Political Hay

The Trump Tornado Touches Down in Wisconsin

Gov. Scott Walker is this week’s Heidi and Mitt.

By 3.31.16

Michael Vadon/Creative Commons

Once again proving himself a magnificent asset to Democrats, Donald Trump continued his slash-and-burn path toward the Republican nomination on Wednesday, ripping into yet another rising star in the conservative movement, this time Gov. Scott Walker.

“There’s a $2.2 billion deficit and the schools were going begging,” asserted Trump of the extremely brave and successful Republican governor of Wisconsin, who fearlessly took on the state’s out-of-control government unions. In fact, Trump informed us, “everything was going begging” in Walker’s lousy state. And why is that? The Republican front-runner expertly explained Walker’s fatal flaw: “because he didn’t want to raise taxes.” Sounding like a cross between Bernie Sanders and Debbie Wasserman Schultz, Trump affirmed: “So instead of raising taxes, he cut back on schools, he cut back on highways, he cut back on a lot of things.” And thus, surmised Trump, “Wisconsin has a lot of problems.” These include, said the master of the insult, a “tremendous hatred” that permeates the Midwest landscape.

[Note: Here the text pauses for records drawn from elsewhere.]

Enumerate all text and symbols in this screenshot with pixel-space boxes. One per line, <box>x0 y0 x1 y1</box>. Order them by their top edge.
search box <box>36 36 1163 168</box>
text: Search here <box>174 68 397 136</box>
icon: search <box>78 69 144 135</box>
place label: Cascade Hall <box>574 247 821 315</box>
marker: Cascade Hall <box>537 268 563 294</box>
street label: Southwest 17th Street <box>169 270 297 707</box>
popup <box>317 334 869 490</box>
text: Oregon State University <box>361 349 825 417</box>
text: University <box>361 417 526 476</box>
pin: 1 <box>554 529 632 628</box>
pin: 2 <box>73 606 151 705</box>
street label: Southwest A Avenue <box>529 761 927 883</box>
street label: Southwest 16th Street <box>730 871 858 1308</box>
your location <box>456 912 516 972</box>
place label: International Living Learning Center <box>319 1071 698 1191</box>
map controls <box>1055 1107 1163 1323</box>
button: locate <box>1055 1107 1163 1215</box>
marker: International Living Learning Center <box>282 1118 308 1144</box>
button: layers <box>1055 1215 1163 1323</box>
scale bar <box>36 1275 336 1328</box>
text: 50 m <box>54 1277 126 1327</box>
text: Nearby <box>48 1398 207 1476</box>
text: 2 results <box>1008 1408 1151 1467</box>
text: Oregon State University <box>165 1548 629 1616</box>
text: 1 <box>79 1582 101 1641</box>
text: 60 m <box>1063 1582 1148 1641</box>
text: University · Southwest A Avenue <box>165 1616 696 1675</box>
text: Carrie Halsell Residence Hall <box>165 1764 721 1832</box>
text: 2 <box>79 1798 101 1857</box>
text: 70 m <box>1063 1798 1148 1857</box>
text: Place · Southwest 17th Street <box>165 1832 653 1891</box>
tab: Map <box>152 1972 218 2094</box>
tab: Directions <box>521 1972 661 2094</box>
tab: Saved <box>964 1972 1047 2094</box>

Gee, what could have justified this nasty treatment of Scott Walker? The answer, of course, is obvious in Trump’s case, as it’s always obvious in Trump’s case: Scott Walker endorsed Ted Cruz. Walker’s endorsement of Cruz is thus a non-endorsement of the Donald. It is, thereby, judged a ferocious criticism of Donald Trump beyond the bounds of any possible legitimacy or acceptability. And we know how Donald Trump handles dissenters. To quote from his advice to advocates at his rallies, he “knocks the hell out of them.”

Any criticism of Trump is deemed fundamentally unjust by him and by his unwavering, unbending, unpersuadable followers. If you don’t stand with Trump, then you are against Trump, and you are loathsome, and you will be excoriated. You will be taken down.

Just ask “Lyin’ Ted,” and his suddenly ugly wife. She’s mean ugly like Carly Fiorina. Just ask “sweating, choking, little Marco.” What an amateur he was. Just ask that “liar” George W. Bush, that “loser” Mitt Romney, or that farce of a “war hero,” that Vietnam-surrender-monkey John McCain, once hoisted in the air of the Hanoi Hilton, wrists tied behind his back, but really merely another in a long line of Republican “losers.”

Or let’s just stick with the governors of successful Republican swing states who resist the Donald. “Kasich cannot do the job,” said Trump to Ohio residents last month — pouncing on a man whom, for all of his undeniable inarticulateness, has done a nice job in his home state. “We are going to win Ohio. Kasich is a baby. Too many problems.” As Trump’s acolytes chanted, “Build the wall! Build the wall!” Trump further delineated Kasich’s liabilities: “He’s not the right guy to be president. He’s not tough enough. He’s not smart enough.”

But why be so nasty to Gov. Kasich, Mr. Trump? The reason, of course, is that Kasich stood in the way of the Donald. And no one does that to Donald Trump.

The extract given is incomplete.